This is the sixth and final blog in an introduction to Apache HBase. In the fifth part, we learned the basics of schema design in HBase and several techniques you can use to make scanning and filtering data more efficient. We also saw two different basic design schemes ("wide" and "tall") for storing information about the same entity, and briefly touched upon more advanced topics like adding full-text search and secondary indexes. In this part, we'll wrap up by summarizing the main points and then listing the (many) things we didn't cover in this introduction to HBase series.
HBase is a distributed database providing inherent scalability, performance, and fault-tolerance across potentially massive clusters of commodity servers. It provides the means to store and efficiently scan large swaths of data. We've looked at the HBase shell for basic interaction, covered the high-level HBase architecture and looked at using the Java API to create, get, scan, and delete data. We also considered how to design tables and row keys for efficient data access.
One thing you certainly noticed when working with the HBase Java API is that it is much lower level than other data APIs you might be used to working with, for example JDBC or JPA. You get the basics of CRUD plus scanning data, and that's about it. In addition, you work directly with byte arrays which is about as low-level as it gets when you're trying to retrieve information from a datastore.
If you are considering whether to use HBase, you should really think hard about how large the data is, i.e. does your app need to be able to accomodate ever-growing volumes of data? If it does, then you need to think hard about what that data looks like and what the most likely data access patterns will be, as this will drive your schema design and data access patters. For example, if you are designing a schema for a weather collection project, you will want to consider using a "tall" schema design such that the sensor readings for each sensor are split across rows as opposed to a "wide" design in which you keep adding columns to a column family in a single row. Unlike relational models in which you work hard to normalize data and then use SQL as a flexible way to join the data in various ways, with HBase you need to think much more up-front about the data access patterns, because retrieval by row key and table scans are the only two ways to access data. In other words, there is no joining across multiple HBase tables and projecting out the columns you need. When you retrieve data, you want to only ask HBase for the exact data you need.
Things We Didn't Cover
Now let's discuss a few things we didn't cover. First, coprocessors were a major addition to HBase in version 0.92, and were inspired by Google adding coprocessors to its Bigtable data store. You can, at a high level, think of coprocessors like triggers or stored procedures in relational databases. Basically you can have either trigger-like functionality via observers, or stored-procedure functionality via RPC endpoints. This allows many new things to be accomplished in an elegant fashion, for example maintaining secondary indexes via observing changes to data.
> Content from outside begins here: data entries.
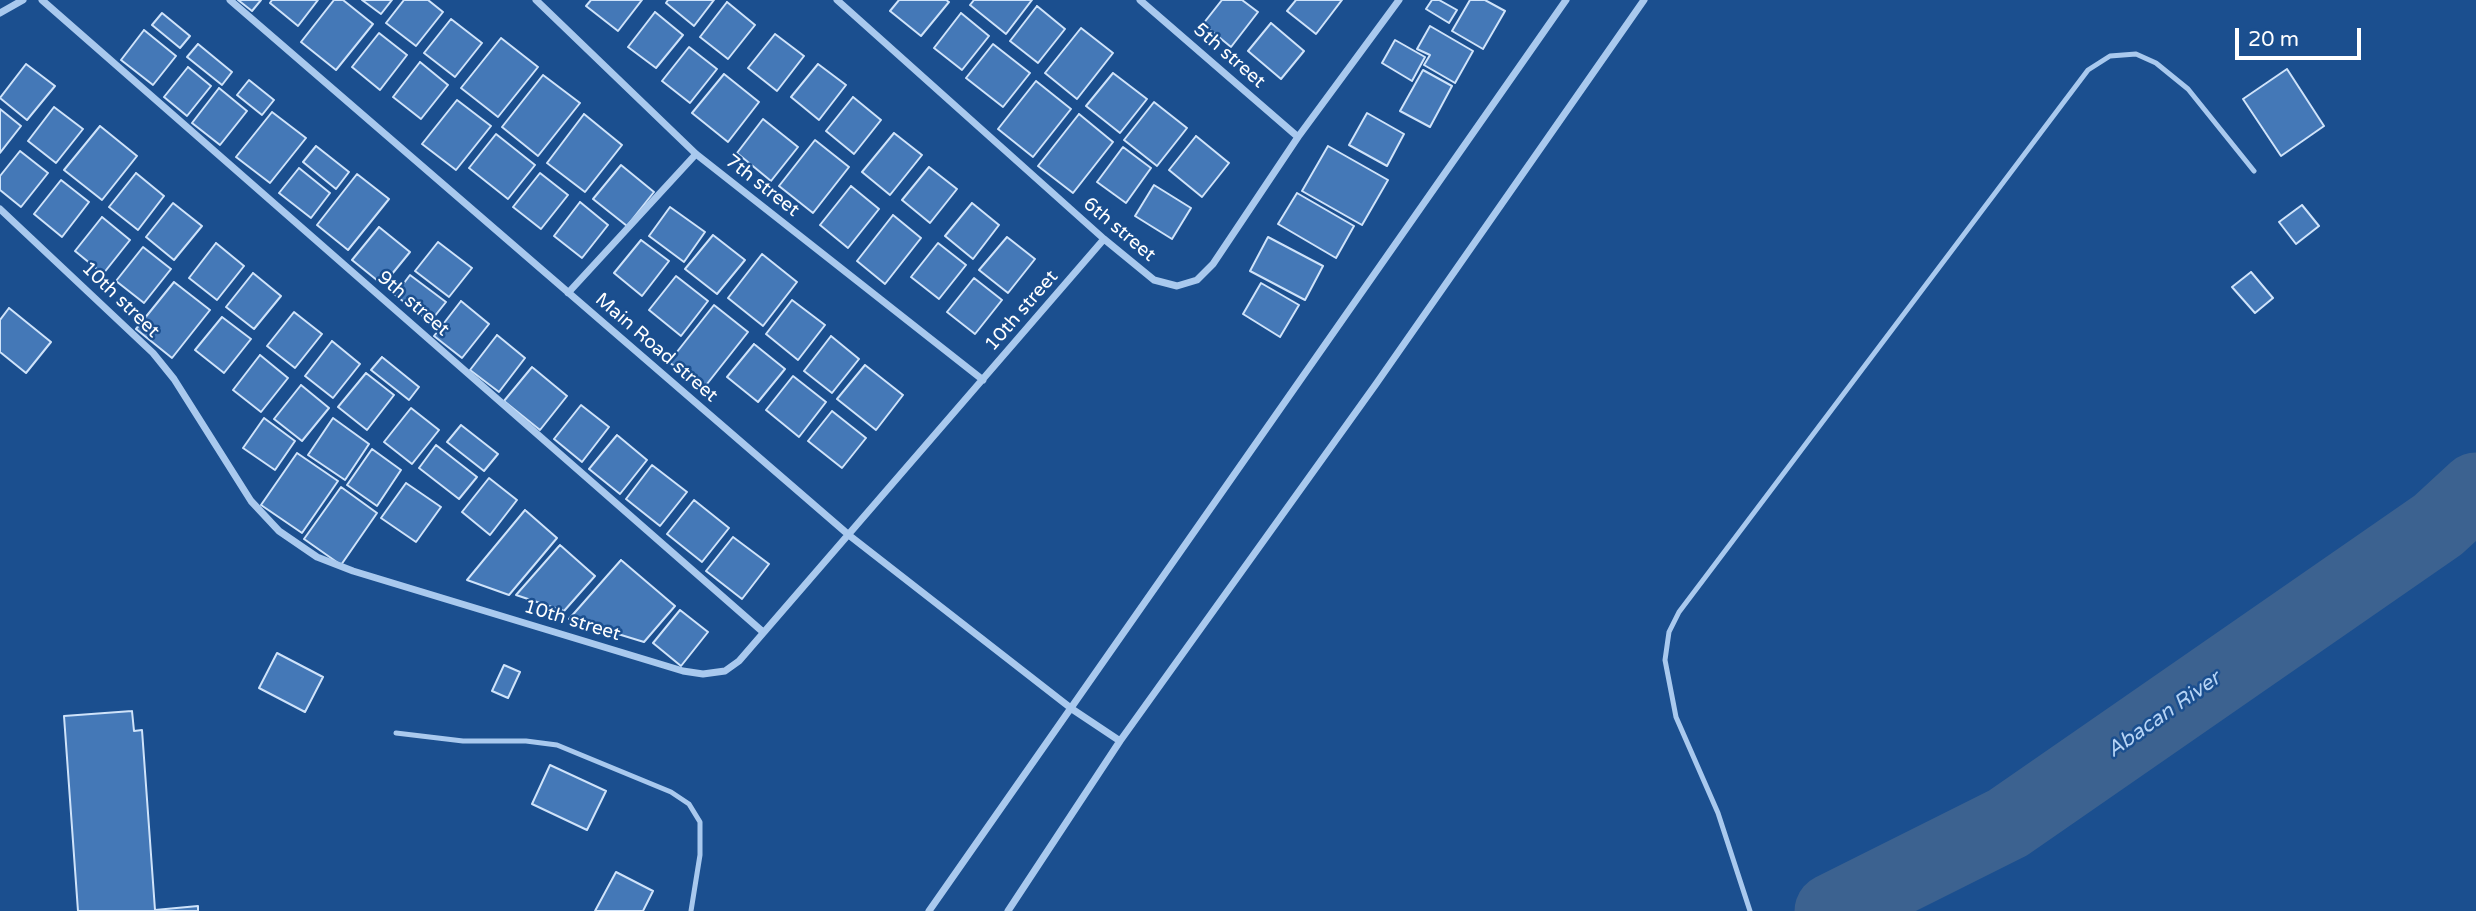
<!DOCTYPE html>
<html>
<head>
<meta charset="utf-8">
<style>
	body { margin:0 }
	#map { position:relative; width:2476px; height:911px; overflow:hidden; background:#1b4f8f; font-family:"Varela Round",sans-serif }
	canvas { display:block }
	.scale { position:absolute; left:2235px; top:28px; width:126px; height:32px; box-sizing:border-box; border:4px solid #fff; border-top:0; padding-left:9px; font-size:21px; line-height:24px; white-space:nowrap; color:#fff; -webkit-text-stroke:5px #1b4f8f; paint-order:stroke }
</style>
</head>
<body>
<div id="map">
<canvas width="2476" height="911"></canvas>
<div class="scale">20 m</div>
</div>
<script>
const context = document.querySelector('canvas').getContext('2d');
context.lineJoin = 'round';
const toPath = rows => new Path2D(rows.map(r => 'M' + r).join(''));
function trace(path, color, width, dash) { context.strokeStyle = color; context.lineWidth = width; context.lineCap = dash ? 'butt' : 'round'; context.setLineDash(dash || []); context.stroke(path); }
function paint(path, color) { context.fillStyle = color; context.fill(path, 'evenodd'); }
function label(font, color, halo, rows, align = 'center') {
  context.font = font + ' "Varela Round",sans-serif'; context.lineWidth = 5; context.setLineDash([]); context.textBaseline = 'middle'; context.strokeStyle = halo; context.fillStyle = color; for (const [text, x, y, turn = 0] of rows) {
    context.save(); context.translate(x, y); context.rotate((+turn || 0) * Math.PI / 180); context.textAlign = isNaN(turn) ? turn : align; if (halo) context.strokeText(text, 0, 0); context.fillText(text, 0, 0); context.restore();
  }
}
const stream = toPath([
	[2438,525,2476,525]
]);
const river = toPath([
	[1832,911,2008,823,2438,525,2476,490]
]);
const building = toPath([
	[238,0,261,0,252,11,238,0],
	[272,0,318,0,298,26,270,3,272,0],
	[334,0,343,0,373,24,336,70,301,42,334,0],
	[362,0,392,0,381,14,362,0],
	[404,0,428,0,443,12,416,46,386,23,404,0],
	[591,0,642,0,618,31,586,6,591,0],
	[668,0,714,0,694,26,666,3,668,0],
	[899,0,946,0,949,2,921,36,890,11,899,0],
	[974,0,1032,0,1006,34,970,5,974,0],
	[1222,0,1242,0,1258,12,1231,47,1203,24,1222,0],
	[1296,0,1342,0,1316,34,1287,11,1296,0],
	[1432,0,1439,0,1457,10,1449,23,1426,9,1432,0],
	[1470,0,1485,0,1505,11,1483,49,1452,31,1470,0],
	[727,2,755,25,728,59,700,37,727,2],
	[1037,6,1065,29,1038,63,1010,41,1037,6],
	[655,12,683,35,656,68,628,47,655,12],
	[162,13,190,36,180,48,152,25,162,13],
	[961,13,989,36,962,70,934,48,961,13],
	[451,19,482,43,455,77,424,53,451,19],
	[1271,23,1304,51,1281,79,1248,51,1271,23],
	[1430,26,1473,51,1455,83,1424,65,1430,55,1417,49,1430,26],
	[1081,28,1113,53,1077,99,1045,73,1081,28],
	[144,30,176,56,153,85,121,60,144,30],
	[379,33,407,55,380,90,352,67,379,33],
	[775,34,804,56,777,91,748,68,775,34],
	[501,38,538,67,498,117,461,88,501,38],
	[1395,40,1425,57,1412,81,1382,63,1395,40],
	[198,44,232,72,222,85,187,57,198,44],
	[993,44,1030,73,1003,107,966,78,993,44],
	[689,47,717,69,690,103,662,81,689,47],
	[420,62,448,85,421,119,393,97,420,62],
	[26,64,55,86,27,120,0,98,26,64],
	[818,64,846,85,819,120,791,97,818,64],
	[188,67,211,86,187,116,164,97,188,67],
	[2287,69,2324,126,2281,156,2243,99,2287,69],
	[1423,70,1452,86,1430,127,1400,111,1423,70],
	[1113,73,1147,99,1120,133,1086,106,1113,73],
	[724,74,759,102,728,142,692,113,724,74],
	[543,75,580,103,538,156,502,127,543,75],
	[249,80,274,100,262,115,237,95,249,80],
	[1036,81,1071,109,1033,157,998,129,1036,81],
	[219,88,247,111,220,145,192,123,219,88],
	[853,97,881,120,854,154,826,131,853,97],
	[457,100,491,126,456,170,422,144,457,100],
	[1154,102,1187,128,1157,166,1124,140,1154,102],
	[54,107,83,129,56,163,28,141,54,107],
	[0,109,21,126,0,153,0,109],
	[272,112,306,138,270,183,236,157,272,112],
	[1367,113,1404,134,1387,166,1349,145,1367,113],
	[584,114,622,145,585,192,547,163,584,114],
	[1079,114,1113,142,1073,193,1038,166,1079,114],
	[763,119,798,147,771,181,737,153,763,119],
	[100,126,137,156,102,200,64,170,100,126],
	[894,133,922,155,890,195,862,172,894,133],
	[496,134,535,165,508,199,469,168,496,134],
	[1196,136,1229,163,1202,197,1169,170,1196,136],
	[815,140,849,167,813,213,779,186,815,140],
	[316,146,349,172,336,189,303,162,316,146],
	[1328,146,1388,180,1362,225,1302,191,1328,146],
	[1123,147,1151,168,1126,203,1097,182,1123,147],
	[20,151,48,173,21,207,0,190,0,176,20,151],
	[621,165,654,192,627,226,593,199,621,165],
	[929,167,957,189,930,223,902,200,929,167],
	[299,168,330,193,311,218,279,193,299,168],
	[136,173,164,196,138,230,109,207,136,173],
	[540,173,568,195,541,229,513,207,540,173],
	[357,174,389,199,348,250,317,225,357,174],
	[61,180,89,202,62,237,34,214,61,180],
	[1154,185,1191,208,1172,239,1135,216,1154,185],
	[851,186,879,209,848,248,820,225,851,186],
	[1297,193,1354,226,1336,258,1278,224,1297,193],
	[580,202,608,225,582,258,554,236,580,202],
	[173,203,202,226,174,260,146,237,173,203],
	[972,203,999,225,973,259,945,236,972,203],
	[2302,205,2319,226,2296,244,2279,222,2302,205],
	[670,207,705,232,684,262,649,236,670,207],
	[893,215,921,238,885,284,857,261,893,215],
	[102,217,130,240,103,274,75,251,102,217],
	[379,227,410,252,383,285,352,260,379,227],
	[713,235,745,260,717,294,685,269,713,235],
	[1007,237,1035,259,1008,293,979,270,1007,237],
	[1268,237,1323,266,1305,300,1250,271,1268,237],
	[641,240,669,261,642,296,614,273,641,240],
	[438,242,472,268,449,297,415,271,438,242],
	[216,243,244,266,217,300,189,278,216,243],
	[938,243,966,265,939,299,911,277,938,243],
	[143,247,171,269,144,303,116,281,143,247],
	[762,254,797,282,763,326,728,298,762,254],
	[2251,272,2273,298,2255,313,2232,287,2251,272],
	[253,273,281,296,254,329,226,307,253,273],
	[410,275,446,302,430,322,395,295,410,275],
	[676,276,708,301,681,336,649,310,676,276],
	[974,278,1002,300,975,334,947,312,974,278],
	[174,282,210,310,172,358,136,329,174,282],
	[1261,283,1299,305,1280,337,1243,314,1261,283],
	[792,300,825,325,798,360,766,334,792,300],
	[461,301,489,324,462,358,434,336,461,301],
	[714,305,748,332,703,389,669,362,714,305],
	[9,308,51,342,26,373,0,352,0,320,9,308],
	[294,312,322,334,295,368,267,346,294,312],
	[222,317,251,339,224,373,195,350,222,317],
	[497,335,525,358,499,392,470,370,497,335],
	[831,336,859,359,832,393,804,371,831,336],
	[332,341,360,364,333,398,305,376,332,341],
	[754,344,785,369,758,402,727,377,754,344],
	[260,355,288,378,261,412,233,390,260,355],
	[382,357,419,387,409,400,371,370,382,357],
	[865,365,903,395,876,430,837,399,865,365],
	[532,367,567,396,540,430,504,401,532,367],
	[366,373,394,395,367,430,338,407,366,373],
	[793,376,826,402,799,437,766,410,793,376],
	[301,385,329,408,302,441,274,419,301,385],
	[581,405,609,427,582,462,554,439,581,405],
	[411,408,439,430,412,464,384,442,411,408],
	[832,411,866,438,842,468,808,441,832,411],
	[264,418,295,441,275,470,243,448,264,418],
	[333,418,369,444,345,480,308,455,333,418],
	[461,425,498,454,484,471,447,442,461,425],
	[617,435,647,460,620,494,589,469,617,435],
	[436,445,477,477,459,499,419,468,436,445],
	[372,449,401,470,377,506,347,485,372,449],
	[297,453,338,481,302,533,261,505,297,453],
	[652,465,687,492,660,526,626,499,652,465],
	[489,478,517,500,490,535,462,512,489,478],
	[406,483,441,507,416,542,381,518,406,483],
	[341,487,377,513,341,565,304,539,341,487],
	[694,500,729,528,702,562,667,534,694,500],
	[525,510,557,538,509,595,467,580,525,510],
	[733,537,769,564,742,599,706,571,733,537],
	[560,545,595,576,564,611,516,595,560,545],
	[621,560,675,606,644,642,569,619,621,560],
	[680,610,708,632,681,666,653,643,680,610],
	[277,653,323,677,305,712,259,688,277,653],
	[504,665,520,672,508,698,492,691,504,665],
	[132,711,134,731,142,730,155,910,198,906,198,911,78,911,64,716,132,711],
	[550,765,606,791,587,830,532,804,550,765],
	[616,872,653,891,643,911,595,911,616,872]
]);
const lane = toPath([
	[396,733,463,741,526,741,557,745,671,792,689,804,700,822,700,855,691,911],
	[1750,911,1718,813,1676,717,1665,660,1669,632,1679,612,2088,70,2110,56,2136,54,2156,63,2188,89,2254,171]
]);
const street = toPath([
	[42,0,763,632],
	[230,0,850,536,1072,709,1120,741],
	[536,0,696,154,983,380],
	[837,0,1104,239,1154,280,1177,286,1197,280,1213,264,1298,137,1399,0],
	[1140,0,1298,137],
	[0,13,23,0],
	[0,209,153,353,174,379,251,501,279,531,317,557,353,571,683,671,703,674,725,671,739,661,1104,239],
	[568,293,696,154],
	[929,911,1566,0],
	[1008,911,1120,741,1376,384,1644,0]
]);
const streetNames = [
	["5th street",1229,56,41],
	["7th street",762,186,38],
	["6th street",1119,230,40],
	["10th street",120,300,44],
	["9th street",413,304,41],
	["10th street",1022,311,-49],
	["Main Road street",656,348,41],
	["10th street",572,621,17]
];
const waterNames = [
	["Abacan River",2164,715,-35]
];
trace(stream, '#9cc4f0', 12);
trace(river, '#3c6290', 75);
paint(building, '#4478b7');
trace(building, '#cfe3fa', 2);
trace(lane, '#a9c9ee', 5);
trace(street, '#a9c9ee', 7);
label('19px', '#fff', '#1b4f8f', streetNames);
label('italic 21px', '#b5d3f5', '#1b4f8f', waterNames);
</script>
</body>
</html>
We showed basic API usage, but there is more advanced usage possible with the API. For example, you can batch data and provide much more advanced filtering behavior than a simple paging filter like we showed. There is also the concept of counters, which allows you to do atomic increments of numbers without requiring the client to perform explicit row locking. And if you're not really into Java, there are external APIs available via Thrift and REST gateways. There's also even a C/C++ client available and there are DSLs for Groovy, Jython, and Scala. These are all discussed on the HBase wiki.
Cluster setup and configuration was not covered at all, nor was performance tuning. Obviously these are hugely important topics and the references below are good starting places. With HBase you not only need to worry about tuning HBase configuration, but also tuning Hadoop (or more specifically, the HDFS file system). For these topics definitely start with the HBase References Guide and also check out HBase: The Definitive Guide by Lars George.
We also didn't cover how to Map/Reduce with HBase. Essentially you can use Hadoop's Map/Reduce framework to access HBase tables and perform tasks like aggregation in a Map/Reduce-style.
Last there is security (which I suppose should be expected to come last for a developer, right?) in HBase. There are two types of security I'm referring to here: first is access to HBase itself in order to create, read, update, and delete data, e.g. via requiring Kerberos authentication to connect to HBase. The second type of security is ACL-based access restrictions. HBase as of this writing you can restrict access via ACLs at the table and column family level. However, HBase Cell Security describes how cell-level security features similar to Apache Accumulo are being added to HBase and are scheduled to be released in version 0.98 in this issue (the current version as of this writing is 0.96).
With this background, you can now consider whether HBase makes sense on future projects with Big Data and high scalability requirements. I hope you found this series of posts useful as an introduction to HBase.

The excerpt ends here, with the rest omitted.